Their intended demo had become something other than the Ralph Lauren/prep crowd. Now they found had appeal with the urban and “new money” crowd, (athletes, rappers, etc.). Unlike say, Hummer, which as a brand in its shorter history, seemed more tailor made for this demo right out of the gate. But I digress.
In that situation though were you have new revenue streams coming into the brand, you ride the wave and enjoy the sales blip the brand is seeing. But what you don’t do is all of a sudden is change all your marketing message and efforts to target just them.
Trends/fads/flava come and go, and your core audience will remember if you abandoned them in favor of some dead presidents and the flava of the month in a new demo.
Word, G.
2. Mack Simpson | June 20th, 2006 at 1:59 pm
I imagine the Cristal/rapper disconnect has more to do with old money French culture’s head-scratching at a young, urban, cutting-edge, trend creating demographic than anything else. They find it “curious” because they don’t know what it is, much less how they were able to reach them in the first place. I can’t imagine any disrespect was intended.

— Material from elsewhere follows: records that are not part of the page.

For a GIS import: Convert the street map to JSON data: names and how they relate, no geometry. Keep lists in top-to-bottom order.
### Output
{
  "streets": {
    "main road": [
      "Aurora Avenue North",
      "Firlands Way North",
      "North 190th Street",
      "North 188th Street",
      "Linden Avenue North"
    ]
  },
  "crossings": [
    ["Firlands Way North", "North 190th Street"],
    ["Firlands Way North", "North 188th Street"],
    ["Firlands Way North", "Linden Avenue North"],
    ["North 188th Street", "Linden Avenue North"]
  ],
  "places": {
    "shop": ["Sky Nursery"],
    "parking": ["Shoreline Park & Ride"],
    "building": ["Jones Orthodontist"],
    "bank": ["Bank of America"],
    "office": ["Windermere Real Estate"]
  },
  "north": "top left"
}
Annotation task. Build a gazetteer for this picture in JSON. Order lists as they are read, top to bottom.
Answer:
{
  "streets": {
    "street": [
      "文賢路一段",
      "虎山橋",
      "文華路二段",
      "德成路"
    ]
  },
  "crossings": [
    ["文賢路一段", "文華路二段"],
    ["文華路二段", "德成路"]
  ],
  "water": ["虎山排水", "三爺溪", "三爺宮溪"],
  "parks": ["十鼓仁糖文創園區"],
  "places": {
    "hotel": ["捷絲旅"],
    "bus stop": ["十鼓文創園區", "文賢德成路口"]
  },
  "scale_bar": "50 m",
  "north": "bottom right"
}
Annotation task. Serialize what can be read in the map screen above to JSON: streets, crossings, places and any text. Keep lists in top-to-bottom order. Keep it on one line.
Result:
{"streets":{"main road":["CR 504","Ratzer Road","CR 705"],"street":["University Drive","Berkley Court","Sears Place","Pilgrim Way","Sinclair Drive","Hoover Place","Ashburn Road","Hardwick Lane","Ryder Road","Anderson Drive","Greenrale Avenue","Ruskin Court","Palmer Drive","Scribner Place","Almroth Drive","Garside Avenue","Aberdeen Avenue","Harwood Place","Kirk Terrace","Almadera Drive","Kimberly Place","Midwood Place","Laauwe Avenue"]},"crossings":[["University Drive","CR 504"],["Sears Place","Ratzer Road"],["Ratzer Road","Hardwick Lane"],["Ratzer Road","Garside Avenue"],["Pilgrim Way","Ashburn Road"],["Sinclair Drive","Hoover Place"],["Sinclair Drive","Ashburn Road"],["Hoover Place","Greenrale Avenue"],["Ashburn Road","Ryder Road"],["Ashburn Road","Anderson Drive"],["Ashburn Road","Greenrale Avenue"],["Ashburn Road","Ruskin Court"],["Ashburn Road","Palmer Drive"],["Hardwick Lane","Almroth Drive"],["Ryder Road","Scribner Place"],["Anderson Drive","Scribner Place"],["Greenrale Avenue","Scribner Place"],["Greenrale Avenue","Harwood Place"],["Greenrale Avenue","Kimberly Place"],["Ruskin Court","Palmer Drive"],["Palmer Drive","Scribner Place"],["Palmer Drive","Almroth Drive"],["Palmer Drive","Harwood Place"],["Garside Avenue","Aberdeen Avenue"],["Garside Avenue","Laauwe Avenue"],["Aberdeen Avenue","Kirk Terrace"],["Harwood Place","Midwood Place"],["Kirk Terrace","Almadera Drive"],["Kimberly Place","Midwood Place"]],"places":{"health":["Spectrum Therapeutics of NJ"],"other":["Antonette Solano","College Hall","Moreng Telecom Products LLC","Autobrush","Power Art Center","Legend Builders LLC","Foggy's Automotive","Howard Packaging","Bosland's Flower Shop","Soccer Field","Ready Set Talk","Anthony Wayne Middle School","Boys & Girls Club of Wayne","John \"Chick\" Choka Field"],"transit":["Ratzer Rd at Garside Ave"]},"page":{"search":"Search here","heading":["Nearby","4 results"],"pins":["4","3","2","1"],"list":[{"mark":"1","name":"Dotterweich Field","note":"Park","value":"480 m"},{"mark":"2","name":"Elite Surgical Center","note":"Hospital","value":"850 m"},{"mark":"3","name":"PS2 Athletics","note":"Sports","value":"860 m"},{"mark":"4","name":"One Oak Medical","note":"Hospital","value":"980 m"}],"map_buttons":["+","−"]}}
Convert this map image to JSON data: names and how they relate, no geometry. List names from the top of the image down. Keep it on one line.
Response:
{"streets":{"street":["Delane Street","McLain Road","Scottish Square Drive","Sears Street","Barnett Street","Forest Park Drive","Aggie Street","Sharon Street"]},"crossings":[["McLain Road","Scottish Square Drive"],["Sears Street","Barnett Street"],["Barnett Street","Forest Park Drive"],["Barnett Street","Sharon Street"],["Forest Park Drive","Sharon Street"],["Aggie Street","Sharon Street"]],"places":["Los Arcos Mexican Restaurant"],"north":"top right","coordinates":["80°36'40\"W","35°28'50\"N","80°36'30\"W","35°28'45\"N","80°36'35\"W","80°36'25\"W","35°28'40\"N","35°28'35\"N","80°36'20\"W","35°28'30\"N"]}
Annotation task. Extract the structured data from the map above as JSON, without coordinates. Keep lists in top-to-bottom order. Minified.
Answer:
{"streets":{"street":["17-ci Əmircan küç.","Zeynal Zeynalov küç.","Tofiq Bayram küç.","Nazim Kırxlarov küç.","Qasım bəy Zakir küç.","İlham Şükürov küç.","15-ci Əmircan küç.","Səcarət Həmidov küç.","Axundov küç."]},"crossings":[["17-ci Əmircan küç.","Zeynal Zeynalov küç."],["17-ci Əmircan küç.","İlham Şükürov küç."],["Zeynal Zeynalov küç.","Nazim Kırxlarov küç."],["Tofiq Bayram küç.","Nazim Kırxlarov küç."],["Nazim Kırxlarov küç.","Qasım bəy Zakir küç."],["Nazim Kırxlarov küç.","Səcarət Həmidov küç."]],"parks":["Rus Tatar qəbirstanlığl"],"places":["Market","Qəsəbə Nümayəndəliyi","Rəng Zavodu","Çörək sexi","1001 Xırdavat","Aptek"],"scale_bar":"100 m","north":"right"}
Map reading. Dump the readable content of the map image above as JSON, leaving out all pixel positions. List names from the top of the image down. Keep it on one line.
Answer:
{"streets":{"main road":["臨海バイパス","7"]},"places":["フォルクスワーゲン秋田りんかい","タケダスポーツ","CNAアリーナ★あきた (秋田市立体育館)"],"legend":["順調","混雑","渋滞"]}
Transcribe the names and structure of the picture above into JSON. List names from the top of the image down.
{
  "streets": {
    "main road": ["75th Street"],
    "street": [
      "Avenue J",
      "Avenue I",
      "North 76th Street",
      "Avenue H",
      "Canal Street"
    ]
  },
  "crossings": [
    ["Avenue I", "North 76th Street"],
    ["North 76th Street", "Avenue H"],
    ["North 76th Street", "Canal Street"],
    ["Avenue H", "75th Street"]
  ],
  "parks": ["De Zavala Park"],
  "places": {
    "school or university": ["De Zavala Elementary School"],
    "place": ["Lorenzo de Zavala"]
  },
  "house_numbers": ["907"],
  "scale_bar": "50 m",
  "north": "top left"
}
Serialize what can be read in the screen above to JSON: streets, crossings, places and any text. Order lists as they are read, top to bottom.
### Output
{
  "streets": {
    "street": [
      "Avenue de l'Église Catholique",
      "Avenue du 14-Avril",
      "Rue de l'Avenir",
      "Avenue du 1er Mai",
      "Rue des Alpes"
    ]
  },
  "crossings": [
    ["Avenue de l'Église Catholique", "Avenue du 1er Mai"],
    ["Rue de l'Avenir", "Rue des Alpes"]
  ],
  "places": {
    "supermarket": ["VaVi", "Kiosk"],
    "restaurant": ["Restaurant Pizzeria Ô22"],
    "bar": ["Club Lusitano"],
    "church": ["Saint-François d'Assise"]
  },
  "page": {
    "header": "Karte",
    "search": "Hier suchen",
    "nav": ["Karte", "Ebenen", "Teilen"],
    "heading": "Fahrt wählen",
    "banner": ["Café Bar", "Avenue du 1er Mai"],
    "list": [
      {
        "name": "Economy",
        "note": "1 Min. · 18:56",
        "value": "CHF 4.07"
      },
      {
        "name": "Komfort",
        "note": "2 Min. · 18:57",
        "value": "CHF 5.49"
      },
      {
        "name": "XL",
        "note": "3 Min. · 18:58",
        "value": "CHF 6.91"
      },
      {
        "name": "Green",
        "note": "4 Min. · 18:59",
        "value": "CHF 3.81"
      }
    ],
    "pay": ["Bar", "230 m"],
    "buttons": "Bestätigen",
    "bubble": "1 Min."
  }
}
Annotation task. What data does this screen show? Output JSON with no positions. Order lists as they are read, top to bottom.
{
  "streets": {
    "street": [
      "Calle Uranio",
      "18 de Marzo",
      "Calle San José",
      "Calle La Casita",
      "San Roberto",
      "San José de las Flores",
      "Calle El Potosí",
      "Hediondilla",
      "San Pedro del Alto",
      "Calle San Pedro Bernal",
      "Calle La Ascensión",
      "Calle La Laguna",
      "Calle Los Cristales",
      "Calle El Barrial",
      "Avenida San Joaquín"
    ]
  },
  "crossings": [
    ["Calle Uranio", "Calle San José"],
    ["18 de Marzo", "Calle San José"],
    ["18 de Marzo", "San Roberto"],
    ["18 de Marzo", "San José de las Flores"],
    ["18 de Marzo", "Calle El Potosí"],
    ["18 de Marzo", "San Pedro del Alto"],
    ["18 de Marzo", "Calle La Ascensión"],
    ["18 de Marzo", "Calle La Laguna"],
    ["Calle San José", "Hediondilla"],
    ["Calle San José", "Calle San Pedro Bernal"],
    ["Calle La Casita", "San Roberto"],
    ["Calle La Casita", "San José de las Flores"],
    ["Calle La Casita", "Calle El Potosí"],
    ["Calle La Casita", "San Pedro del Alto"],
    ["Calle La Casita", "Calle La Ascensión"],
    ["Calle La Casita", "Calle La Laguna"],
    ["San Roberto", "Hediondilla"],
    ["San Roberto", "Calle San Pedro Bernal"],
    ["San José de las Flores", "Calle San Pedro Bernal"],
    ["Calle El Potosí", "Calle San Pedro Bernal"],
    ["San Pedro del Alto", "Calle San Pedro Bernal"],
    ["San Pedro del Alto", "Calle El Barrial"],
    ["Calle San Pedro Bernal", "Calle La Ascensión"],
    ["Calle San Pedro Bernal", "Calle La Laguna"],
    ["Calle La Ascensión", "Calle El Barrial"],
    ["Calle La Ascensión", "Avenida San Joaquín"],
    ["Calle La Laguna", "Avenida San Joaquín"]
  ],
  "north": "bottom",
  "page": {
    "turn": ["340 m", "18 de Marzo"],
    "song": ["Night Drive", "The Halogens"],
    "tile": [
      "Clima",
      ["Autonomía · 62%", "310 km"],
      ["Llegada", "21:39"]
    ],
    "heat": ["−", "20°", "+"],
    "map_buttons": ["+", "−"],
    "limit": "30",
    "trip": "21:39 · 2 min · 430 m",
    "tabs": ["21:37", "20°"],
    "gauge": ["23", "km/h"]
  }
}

I could be wrong; they are French, after all.
Thanks for the props.
3. John Koetsier | June 20th, 2006 at 11:02 pm
Good post - I like your arguments. However, I come to slightly different conclusions.
One reason: I have never bought Gatorade in my life, and probably never will. (Even though I play ice hockey, soccer, baseball, and a variety of other sports.)
Why?
I don’t care what Michael Jordan does. I don’t care what the latest sports athlete du jour sells. And I actively dislike campaigns that think I’m so stupid that if I see someone successful and handsome and athletic I will sheepishly (understand how I’m using that term) go out and buy the product.
But I could be a Gatorade drinker and buyer … if only it seemed to me that it fit with my self image.
OK. That’s one thing. (And I think there’s more people out there like me, and growing.) Which leads into the second thing.
I hate the term “consumer-generated media.” I blogged about it right here.
Why?
I hate the term “consumer.” Who has the right to define me by what I eat, buy, use?
More and more people are become more and more conscious of this, I think, and that’s part of the emerging web 2.0 trend: people defining themselves by what they do, not by what they buy. At least not only or solely.
That’s a very early and emerging trend so far. But it’s growing. And as I mention here, 6 out of 10 young people on the web are contributing “content:” videos, photos, blog posts, you name it.
Something is changing, and marketers who don’t adapt will not be successful.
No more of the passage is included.